Um token sem envoltura legal é uma linha cara de banco de dados. O que um investidor compra não é o token: é o direito exigível que o token representa.

Marco legal por jurisdição e KYC sobre os holders

Aqui é onde morre a maioria dos projetos de tokenização mal assessorados. O token tem que estar envolvido em uma estrutura legal real, em uma jurisdição que reconheça essa estrutura, de modo que ter o token equivalha a ter o direito econômico. As opções variam conforme onde você quer operar e a quem quer vender.

  • Centros como ADGM e DIFC nos Emirados Árabes Unidos construíram marcos específicos para ativos digitais e tokenização, o que os torna atraentes para emissões dirigidas a investidores profissionais na região.
  • Na UE, o MiCA regula os cripto-ativos de forma ampla, mas os valores mobiliários tokenizados costumam cair sob a regulação de mercados financeiros existente, não sob o MiCA; tenha clareza sobre em qual dos dois o seu token se enquadra.
  • A jurisdição do veículo, a do custodiante e a dos investidores podem ser três distintas, e cada uma impõe requisitos.
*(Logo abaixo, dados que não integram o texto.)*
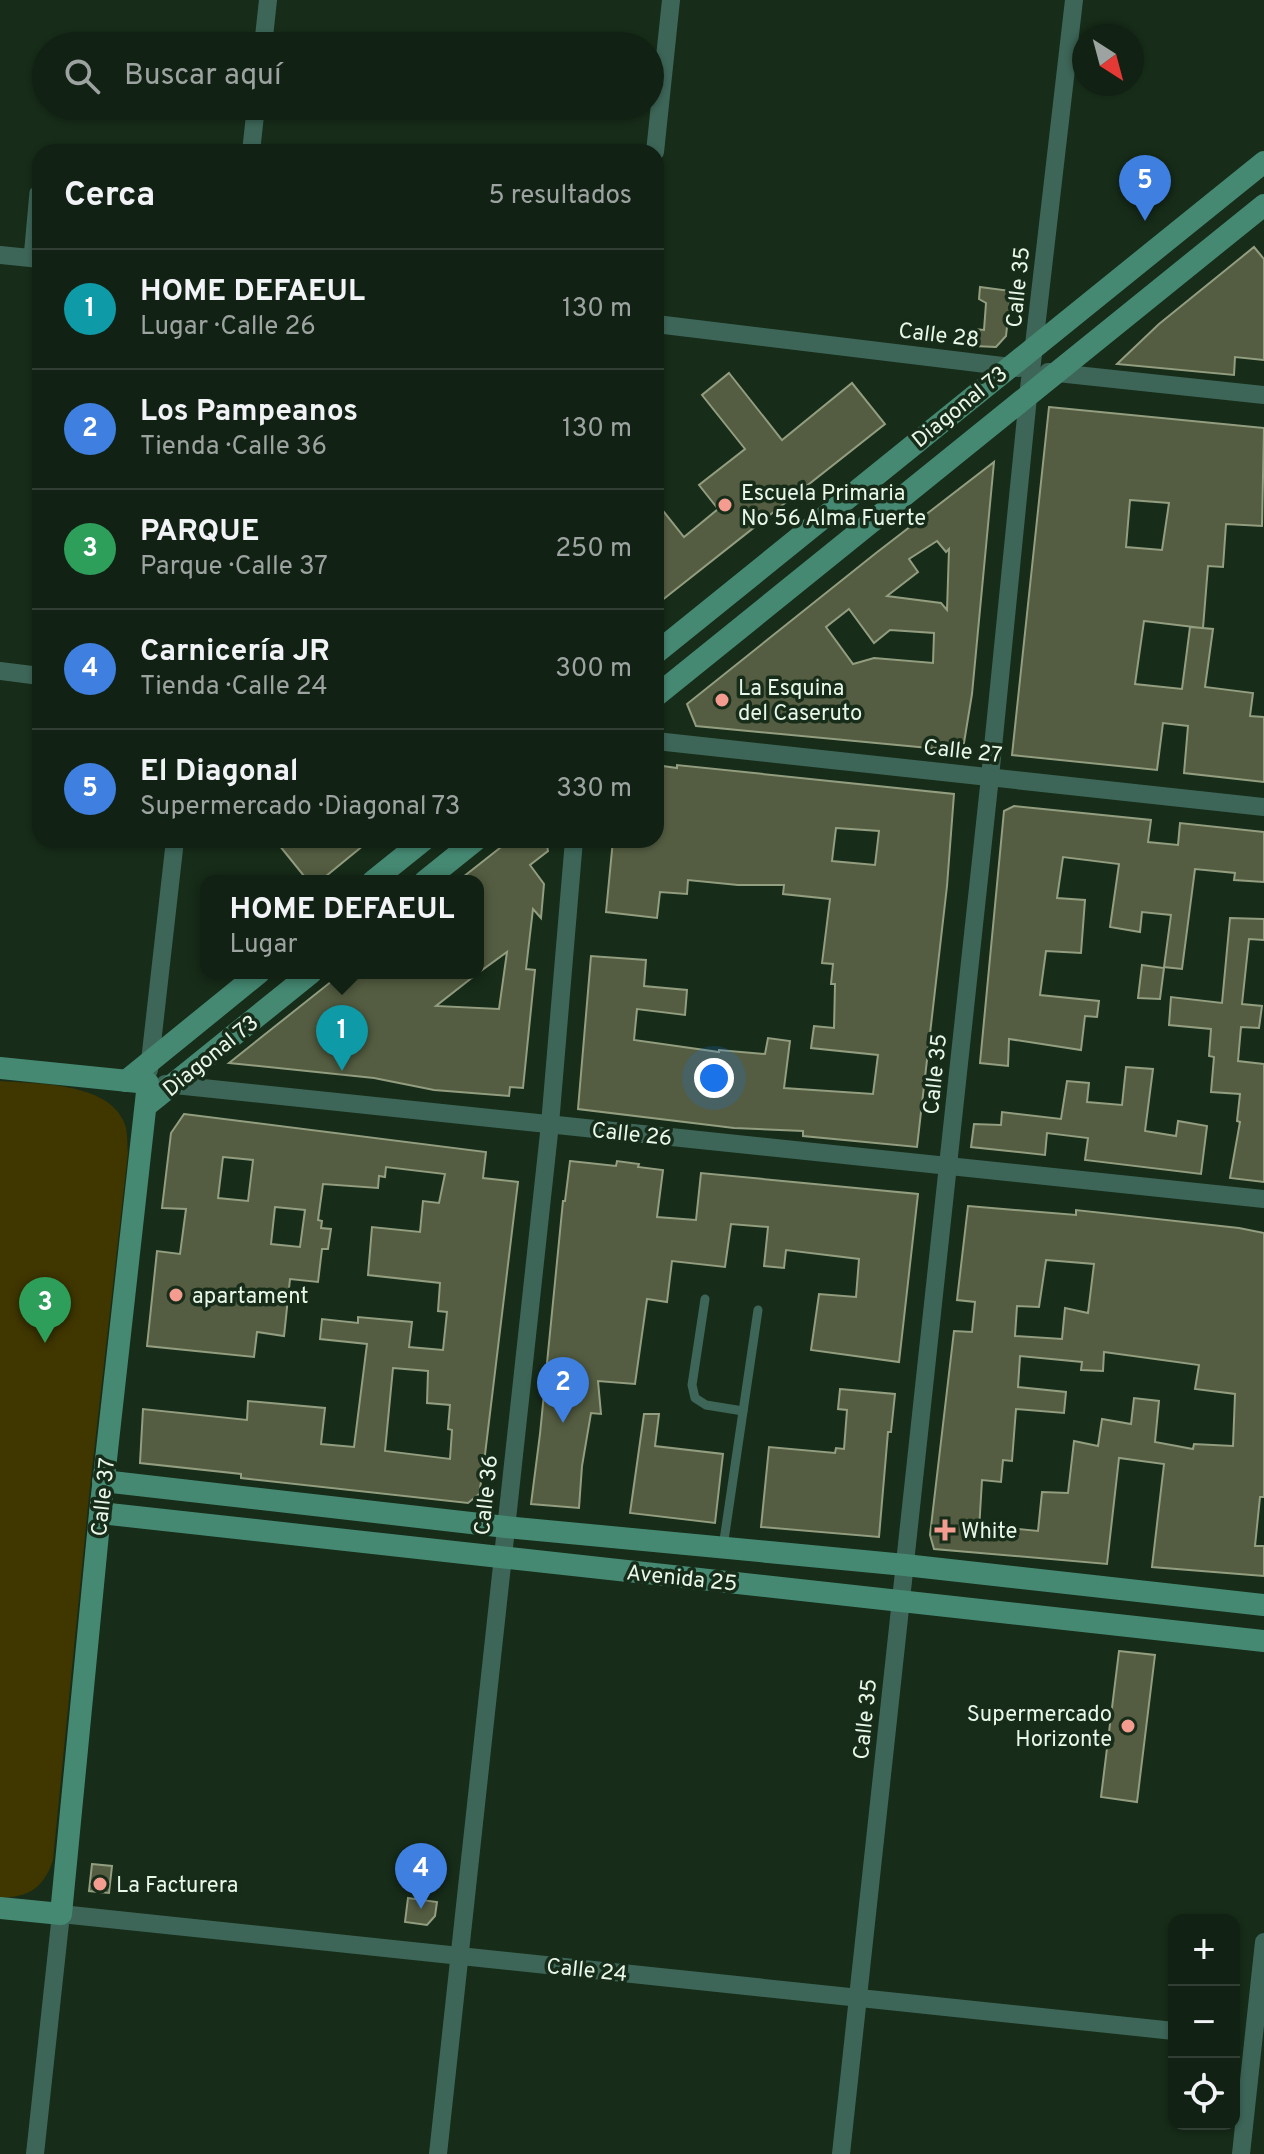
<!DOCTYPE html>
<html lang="es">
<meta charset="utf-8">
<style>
:root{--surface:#112113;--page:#1e2e21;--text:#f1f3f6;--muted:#9ca3a0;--line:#303e33;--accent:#d93025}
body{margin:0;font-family:Overpass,sans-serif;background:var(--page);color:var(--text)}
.controls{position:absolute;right:24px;bottom:24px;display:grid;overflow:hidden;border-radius:16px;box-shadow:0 2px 6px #0004}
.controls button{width:72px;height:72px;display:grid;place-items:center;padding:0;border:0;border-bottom:2px solid var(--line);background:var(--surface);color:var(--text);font:40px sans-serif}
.compass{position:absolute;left:1072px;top:24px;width:72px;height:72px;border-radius:50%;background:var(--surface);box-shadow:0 2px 6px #0004;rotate:144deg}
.you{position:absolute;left:714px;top:1078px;width:28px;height:28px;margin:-20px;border:6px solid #fff;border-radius:50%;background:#1a73e8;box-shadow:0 0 0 12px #1a73e833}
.badge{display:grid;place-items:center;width:52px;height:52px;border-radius:50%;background:var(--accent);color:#fff;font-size:26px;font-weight:700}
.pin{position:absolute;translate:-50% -66px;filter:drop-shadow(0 2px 4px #0008)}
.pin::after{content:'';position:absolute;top:42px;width:28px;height:24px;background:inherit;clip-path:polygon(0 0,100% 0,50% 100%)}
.popup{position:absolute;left:200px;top:875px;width:284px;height:104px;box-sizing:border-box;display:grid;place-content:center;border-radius:16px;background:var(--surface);filter:drop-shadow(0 2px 6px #0005);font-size:26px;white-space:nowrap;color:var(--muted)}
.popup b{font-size:30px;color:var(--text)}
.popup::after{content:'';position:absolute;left:50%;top:100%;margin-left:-16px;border:16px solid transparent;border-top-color:var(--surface)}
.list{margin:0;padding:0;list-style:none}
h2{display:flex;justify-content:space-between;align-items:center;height:104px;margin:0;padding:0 32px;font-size:34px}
h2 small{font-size:26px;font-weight:400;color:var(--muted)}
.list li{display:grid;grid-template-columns:52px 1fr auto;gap:24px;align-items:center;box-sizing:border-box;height:120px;padding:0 32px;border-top:2px solid var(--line)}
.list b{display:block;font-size:30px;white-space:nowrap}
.list p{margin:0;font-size:26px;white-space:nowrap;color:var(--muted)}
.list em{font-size:26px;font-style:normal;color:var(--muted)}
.icon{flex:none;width:44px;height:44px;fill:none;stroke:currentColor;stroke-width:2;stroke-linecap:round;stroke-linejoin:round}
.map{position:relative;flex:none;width:1264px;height:2154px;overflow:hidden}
.search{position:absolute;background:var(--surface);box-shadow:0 2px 6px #0004;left:32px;top:32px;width:632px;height:88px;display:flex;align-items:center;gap:20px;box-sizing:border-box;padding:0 28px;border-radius:44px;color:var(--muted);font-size:30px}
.panel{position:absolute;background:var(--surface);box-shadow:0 2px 6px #0004;left:32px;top:144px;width:632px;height:704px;border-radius:24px}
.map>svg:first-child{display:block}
.green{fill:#3f3600}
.building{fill:#545d41;stroke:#939d7f;stroke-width:2;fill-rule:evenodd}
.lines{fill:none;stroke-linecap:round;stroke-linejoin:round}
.service{stroke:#3d6658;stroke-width:9}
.minor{stroke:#3d6658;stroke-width:18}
.secondary{stroke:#458973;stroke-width:22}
.poi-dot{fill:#f59c91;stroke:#172c19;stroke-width:3}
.labels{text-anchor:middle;stroke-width:7;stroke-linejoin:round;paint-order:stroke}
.street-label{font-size:22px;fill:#e9f7ea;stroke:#172c19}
.poi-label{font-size:22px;fill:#e9f7ea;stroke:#172c19;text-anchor:start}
</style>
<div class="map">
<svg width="1264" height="2154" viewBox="0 0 1264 2154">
<rect width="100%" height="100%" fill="#172c19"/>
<path class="green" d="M0 1081C37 1084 107 1082 124 1122 128 1131 127 1143 128 1153L89 1496 53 1860C44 1888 29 1897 0 1898Z"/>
<g class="building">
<polygon points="1254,247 1264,259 1264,360 1235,357 1234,375 1117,364 1159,324"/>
<polygon points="980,287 1011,291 1006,336 996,347 974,346 975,329 984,330 986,303 979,299"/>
<polygon points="729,373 782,440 852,383 885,424 656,605 656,502 684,537 718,509 699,485 745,449 702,395"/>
<path d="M1049 407 1264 428 1262 526 1226 524 1223 567 1208 566 1203 628 1213 629 1205 687 1253 693 1250 716 1264 717V782L1184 773 1188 726 1163 723 1157 770 1012 755ZM1130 500 1169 503 1162 550 1126 547ZM1144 621 1202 628 1190 627 1182 689 1135 684Z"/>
<path d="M994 462 972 694 963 749 929 748 696 726 687 704 876 553ZM937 541 946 552 949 549 947 610 941 603 887 596 918 572 909 559ZM849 609 874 643 890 630 934 633 933 663 874 658 853 664 826 627Z"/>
<path d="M656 765 677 768V765L954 794 947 886 917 1147 803 1136V1131L734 1128 578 1109 591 956 646 960 644 986 687 990 685 1015 637 1009 634 1040 719 1052V1050L765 1054 768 1038 790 1041 784 1088 873 1094 878 1055 811 1048 814 1026 834 1028 835 984H831L833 964 822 963 830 899 783 894 784 885H738L688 880 687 894 660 892 657 918 606 912 613 840H656ZM836 828 879 831 875 865 832 861Z"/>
<polygon points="1014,806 1151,820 1148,842 1178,845 1180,823 1264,832 1264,882 1234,880 1235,873 1195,869 1182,969 1164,967 1171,915 1142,912 1140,932 1110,927 1119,864 1063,857 1057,898 1085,900 1081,953 1046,951 1040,995 1099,1001 1097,1017 1085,1016 1081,1050 1009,1039 1008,1066 980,1063 1004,811"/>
<polygon points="275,840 370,840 320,881 308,881"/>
<polygon points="510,840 546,840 548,851 530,865 544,884 541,918 533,909 526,969 535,970 523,1088 510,1087 509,1096 434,1090 374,1078 229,1063 342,973 351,983 363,973 478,973 436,1006 499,1009 507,952 478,973 478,881 458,881"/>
<polygon points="1230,918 1264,919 1264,940 1249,939 1242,1004 1262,1006 1259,1028 1241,1027 1238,1061 1264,1064 1264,1182 1230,1178 1240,1122 1237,1121 1240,1094 1211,1092 1214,1057 1209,1056 1211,1029 1169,1025 1171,997 1222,1003"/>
<polygon points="1142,965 1164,968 1160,999 1138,998"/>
<polygon points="1126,1067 1153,1069 1145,1131 1176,1136 1178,1121 1207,1126 1201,1174 1085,1160 1088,1138 1047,1133 1045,1155 971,1147 974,1124 1001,1125 1002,1112 1061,1119 1067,1081 1089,1083 1087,1102 1122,1105"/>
<path d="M184 1114 486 1152 483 1178 518 1182 483 1471 479 1494 468 1503 241 1478V1474L140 1463 143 1409 247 1420 248 1401 325 1408 321 1444 354 1447 367 1344 320 1339 322 1319 358 1323V1317L412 1322 409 1347 443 1350 447 1312 438 1311 440 1283 368 1275 372 1227 420 1232 423 1201 439 1203 445 1174 386 1167 385 1177 379 1176 378 1188 323 1184 318 1220 322 1221 321 1228 331 1229 328 1249H322L318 1282 290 1279 284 1336 257 1332 254 1357 147 1346 157 1251 180 1254 186 1209 162 1208 171 1133ZM223 1157 253 1160 248 1201 218 1198ZM275 1207 305 1210 300 1247 271 1244ZM393 1368 428 1371 427 1403 450 1405 448 1429 452 1430 450 1459 385 1451Z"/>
<polygon points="570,1161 616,1166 617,1161 639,1164 638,1167 663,1170 657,1217 696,1220 701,1173 918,1194 899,1362 811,1350 819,1294 856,1297 859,1259 786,1250 784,1268 764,1266 768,1227 731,1224 725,1267 672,1261 667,1302 647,1299 635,1384 598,1381 601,1414 591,1413 582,1466 579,1508 531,1504 540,1434 563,1201 565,1201"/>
<path d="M968 1206 1076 1215V1210L1239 1228 1264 1233V1497H1260L1255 1546H1264V1576L1152 1567 1164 1464 1119 1458 1107 1564 934 1549 930 1535 954 1331 972 1332 975 1302 957 1300ZM1046 1260 1094 1264 1088 1313 1065 1308 1062 1339 1015 1336 1017 1306 1039 1307ZM1104 1352 1199 1365 1195 1389 1235 1394 1233 1446 1194 1444 1193 1449 1155 1442 1159 1401 1134 1398 1131 1424 1102 1419 1098 1446 1074 1441 1068 1493 1042 1492 1038 1531 1019 1529 1018 1535 979 1530 982 1480 1001 1482 1003 1460 1012 1461 1016 1409 1064 1413 1066 1392 1018 1387 1020 1356 1082 1362 1081 1370 1103 1371Z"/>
<polygon points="840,1389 895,1394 891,1432 888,1432 879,1537 761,1527 769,1447 835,1453 836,1448 844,1449 847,1410 838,1409"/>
<polygon points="644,1414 659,1414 655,1446 723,1454 715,1523 630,1513"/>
<polygon points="1119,1651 1155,1655 1137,1802 1101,1797"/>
<polygon points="92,1864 112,1866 109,1893 89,1891"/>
<polygon points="408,1898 437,1902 435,1916 427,1925 405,1922"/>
</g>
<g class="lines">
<g class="service">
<polyline points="28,258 34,192"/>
<polyline points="705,1299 692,1385 695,1398 706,1405 743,1411"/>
<polyline points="723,1547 758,1310"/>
</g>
<g class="minor">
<polyline points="263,46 268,0"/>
<polyline points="251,152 256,106"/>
<polyline points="655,152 671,0"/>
<polyline points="0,255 40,259"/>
<polyline points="656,324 1019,368"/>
<polyline points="1048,372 1264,395"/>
<polyline points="0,671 40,676"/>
<polyline points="656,741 1264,807"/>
<polyline points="149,1070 175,840"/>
<polyline points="165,1084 1264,1199"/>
<polyline points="35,2154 61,1914 1174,2031"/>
<polyline points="438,2154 550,1124 574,840"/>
<polyline points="841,2154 990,777 1028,397 1074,0"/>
<polyline points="1241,2154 1264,1942"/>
</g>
<g class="secondary">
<polyline points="656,653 1264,162"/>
<polyline points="656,696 1264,205"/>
<polyline points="373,881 424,840"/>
<polyline points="425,881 476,840"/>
<polyline points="0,1068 148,1083 100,1513 61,1914 0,1908"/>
<polyline points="126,1081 259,973"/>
<polyline points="146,1106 311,973"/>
<polyline points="103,1481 506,1527 905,1565 1264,1605"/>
<polyline points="100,1513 1264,1641"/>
</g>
</g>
<g class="poi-dot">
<circle cx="725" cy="505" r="8"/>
<circle cx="722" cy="700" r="8"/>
<circle cx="176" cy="1295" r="8"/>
<path d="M941 1518h8v8h8v8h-8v8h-8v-8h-8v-8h8z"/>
<circle cx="1128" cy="1726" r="8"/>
<circle cx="100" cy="1884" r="8"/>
</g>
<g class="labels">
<g class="street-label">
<text transform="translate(1017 287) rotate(-84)" y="8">Calle 35</text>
<text transform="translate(939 334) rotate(7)" y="8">Calle 28</text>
<text transform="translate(959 406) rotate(-39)" y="8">Diagonal 73</text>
<text transform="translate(963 750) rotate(6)" y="8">Calle 27</text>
<text transform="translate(210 1055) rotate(-39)" y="8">Diagonal 73</text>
<text transform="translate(934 1074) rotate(-84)" y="8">Calle 35</text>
<text transform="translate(632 1133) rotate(6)" y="8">Calle 26</text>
<text transform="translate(485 1495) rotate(-84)" y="8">Calle 36</text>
<text transform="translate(102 1497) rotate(-84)" y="8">Calle 37</text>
<text transform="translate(682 1577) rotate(6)" y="8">Avenida 25</text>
<text transform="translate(864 1719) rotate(-84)" y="8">Calle 35</text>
<text transform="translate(587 1969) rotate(6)" y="8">Calle 24</text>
</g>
<g class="poi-label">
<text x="741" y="500">Escuela Primaria<tspan x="741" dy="25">No 56 Alma Fuerte</tspan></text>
<text x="738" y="695">La Esquina<tspan x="738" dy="25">del Caseruto</tspan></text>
<text x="192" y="1303">apartament</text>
<text x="961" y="1538">White</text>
<text x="1112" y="1721" text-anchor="end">Supermercado<tspan x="1112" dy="25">Horizonte</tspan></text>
<text x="116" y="1892">La Facturera</text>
</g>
</g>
</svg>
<div class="controls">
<button>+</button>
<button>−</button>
<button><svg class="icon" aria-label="locate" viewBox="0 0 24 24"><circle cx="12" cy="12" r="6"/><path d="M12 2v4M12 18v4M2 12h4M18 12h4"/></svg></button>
</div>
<svg class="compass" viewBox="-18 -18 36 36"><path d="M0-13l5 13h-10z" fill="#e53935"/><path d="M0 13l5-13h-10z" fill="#9ca3a0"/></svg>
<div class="you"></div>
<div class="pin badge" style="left:342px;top:1071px;background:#0f9aa8">1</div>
<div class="popup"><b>HOME DEFAEUL</b>Lugar</div>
<div class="pin badge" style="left:563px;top:1423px;background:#3f7fe0">2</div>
<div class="pin badge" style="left:45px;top:1343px;background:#2e9e5b">3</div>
<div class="pin badge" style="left:421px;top:1909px;background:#3f7fe0">4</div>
<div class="pin badge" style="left:1145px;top:221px;background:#3f7fe0">5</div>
<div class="search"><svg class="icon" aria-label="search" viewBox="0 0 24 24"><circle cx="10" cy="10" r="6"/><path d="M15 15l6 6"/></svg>Buscar aquí</div>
<section class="panel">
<h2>Cerca<small>5 resultados</small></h2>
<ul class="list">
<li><span class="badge" style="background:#0f9aa8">1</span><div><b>HOME DEFAEUL</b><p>Lugar · Calle 26</p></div><em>130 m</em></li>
<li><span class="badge" style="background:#3f7fe0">2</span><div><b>Los Pampeanos</b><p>Tienda · Calle 36</p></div><em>130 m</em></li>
<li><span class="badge" style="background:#2e9e5b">3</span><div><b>PARQUE</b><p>Parque · Calle 37</p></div><em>250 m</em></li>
<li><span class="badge" style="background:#3f7fe0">4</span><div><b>Carnicería JR</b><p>Tienda · Calle 24</p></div><em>300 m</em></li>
<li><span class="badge" style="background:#3f7fe0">5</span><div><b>El Diagonal</b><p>Supermercado · Diagonal 73</p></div><em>330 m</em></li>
</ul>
</section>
</div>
A estrutura tem que aguentar as três ao mesmo tempo.
  • A classificação do token (é um valor mobiliário, uma participação em fundo, uma utilidade) determina qual regime se aplica. Assumir que não é um valor mobiliário porque está em blockchain é o erro mais caro do setor.

E acima da envoltura legal está o KYC/AML sobre os holders. Diferentemente de um fundo tradicional, onde o administrador conhece cada LP, um token pode ser transferido. Se você não controla quem pode recebê-lo, perde o compliance na primeira transferência secundária. Por isso a whitelist on-chain não é um detalhe técnico: é o mecanismo que mantém cada holder verificado, e ela tem que estar integrada ao seu processo de KYC/AML, não colada depois.

Liquidez secundária e os erros que a matam

A grande promessa da tokenização é a liquidez secundária: que um investidor possa sair sem esperar uma janela de resgate. Mas a liquidez não aparece só porque o ativo está em blockchain. Aparece se houver um mercado regulado onde negociar o token, contrapartes elegíveis que passem pelo mesmo KYC, e profundidade suficiente para que o preço signifique algo. Sem isso, você tem um ativo ilíquido que ainda por cima vive em uma cadeia, o que não é uma melhora.

Os erros recorrentes são previsíveis: escolher a tecnologia antes da estrutura legal, tratar a auditoria do smart contract como um trâmite e não como um requisito de due diligence, subestimar o KYC sobre transferências secundárias, prometer liquidez que não existe porque não há mercado nem contrapartes e, o mais comum de todos, montar o piloto técnico sem um custodiante qualificado, o que faz com que nenhuma instituição possa investir mesmo que o produto funcione. Bem feita, a tokenização é engenharia financeira e legal antes de ser tecnologia. A Horizon trabalha precisamente nessa interseção, com desenvolvimento sob medida e Web 3.0 para fundos que querem estruturar emissões tokenizadas que um custodiante aceite, um auditor assine e um regulador não rejeite. Se o plano começa por escolher a blockchain, começa no lugar errado: comece pelo que você tokeniza, por quem o custodia e sob qual lei o token é de fato um direito.